WHAT YOU HAVE TO DO
The entries below are to be copied exactly, with every picture left out.

SOURCE INFORMATION
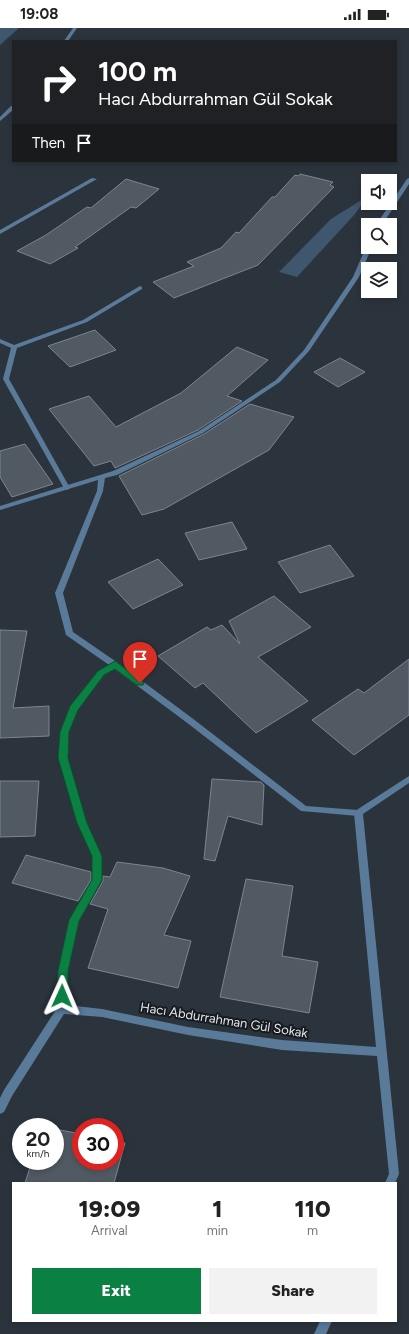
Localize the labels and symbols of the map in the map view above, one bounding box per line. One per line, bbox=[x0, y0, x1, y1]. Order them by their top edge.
pin bbox=[123, 642, 157, 683]
position arrow bbox=[41, 975, 83, 1017]
street label: Hacı Abdurrahman Gül Sokak bbox=[139, 999, 310, 1041]
speed limit sign: 30 bbox=[72, 1118, 124, 1170]

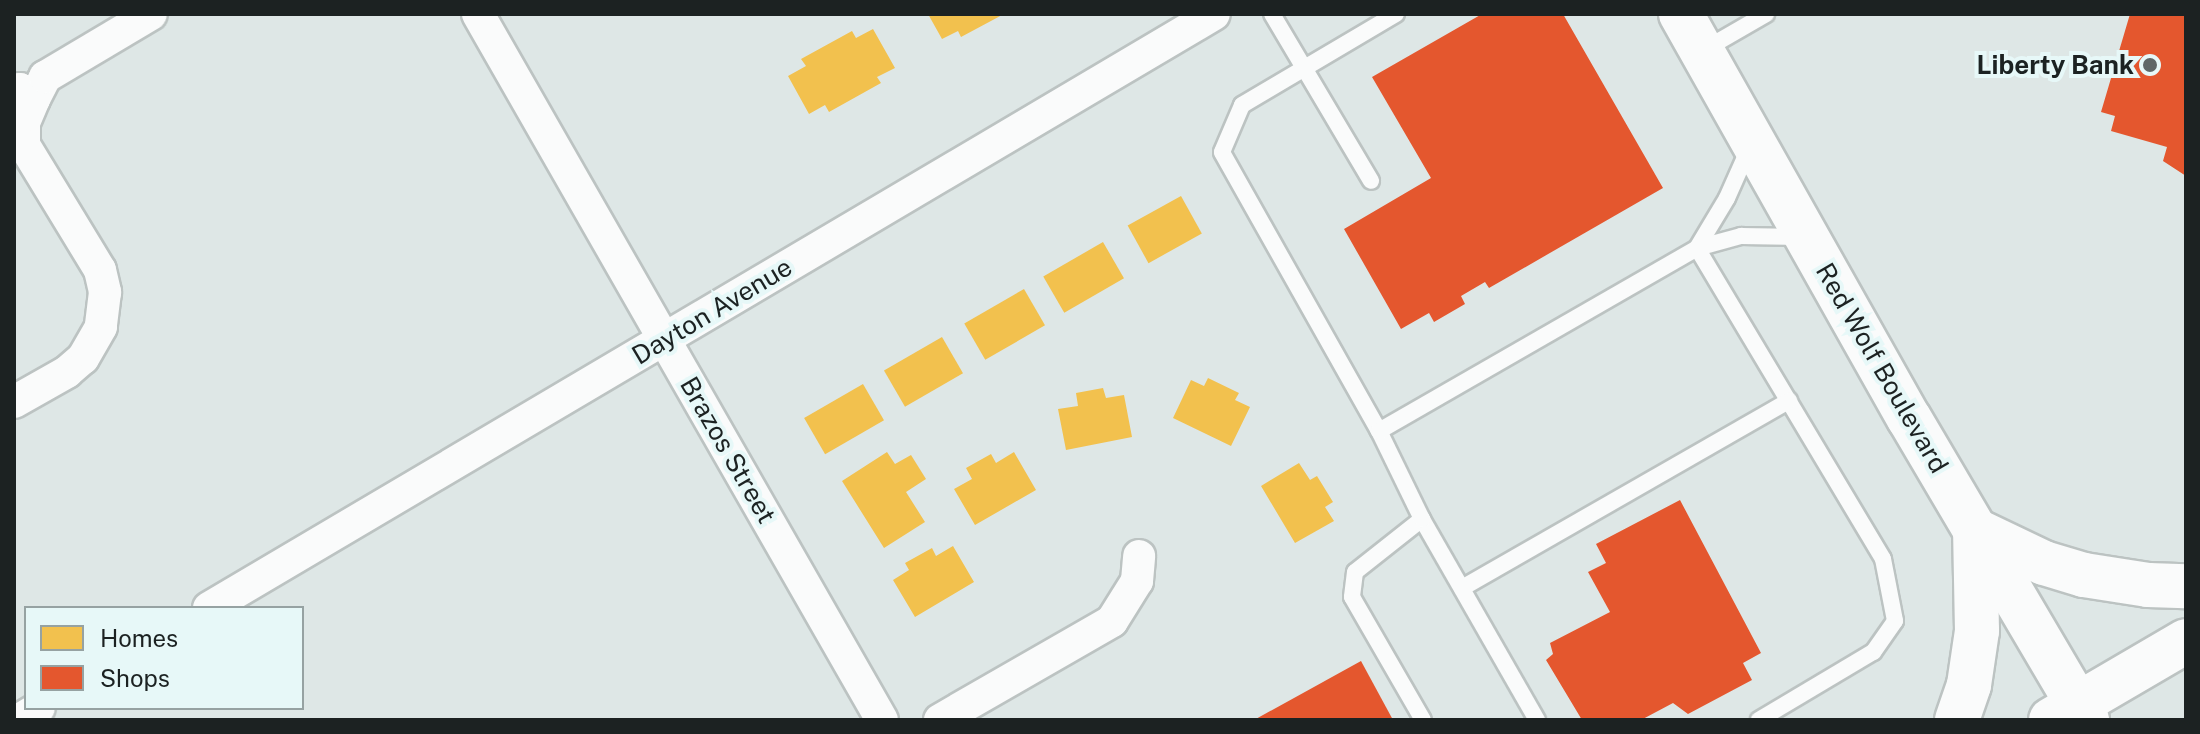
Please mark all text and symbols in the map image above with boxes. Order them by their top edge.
place label: Liberty Bank [1976,49,2134,81]
marker: Liberty Bank [2141,56,2159,74]
street label: Dayton Avenue [626,251,798,371]
street label: Red Wolf Boulevard [1809,257,1955,479]
street label: Brazos Street [674,371,782,529]
legend [24,606,304,710]
text: Homes [100,624,178,652]
text: Shops [100,664,170,692]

EXERCISE OUTPUT
Localize the labels and symbols of the map in the map view above, one bounding box per line. One per line, bbox=[x0, y0, x1, y1]. Order them by their top edge.
pin bbox=[123, 642, 157, 683]
position arrow bbox=[41, 975, 83, 1017]
street label: Hacı Abdurrahman Gül Sokak bbox=[139, 999, 310, 1041]
speed limit sign: 30 bbox=[72, 1118, 124, 1170]

Please mark all text and symbols in the map image above with boxes. Order them by their top edge.
place label: Liberty Bank [1976,49,2134,81]
marker: Liberty Bank [2141,56,2159,74]
street label: Dayton Avenue [626,251,798,371]
street label: Red Wolf Boulevard [1809,257,1955,479]
street label: Brazos Street [674,371,782,529]
legend [24,606,304,710]
text: Homes [100,624,178,652]
text: Shops [100,664,170,692]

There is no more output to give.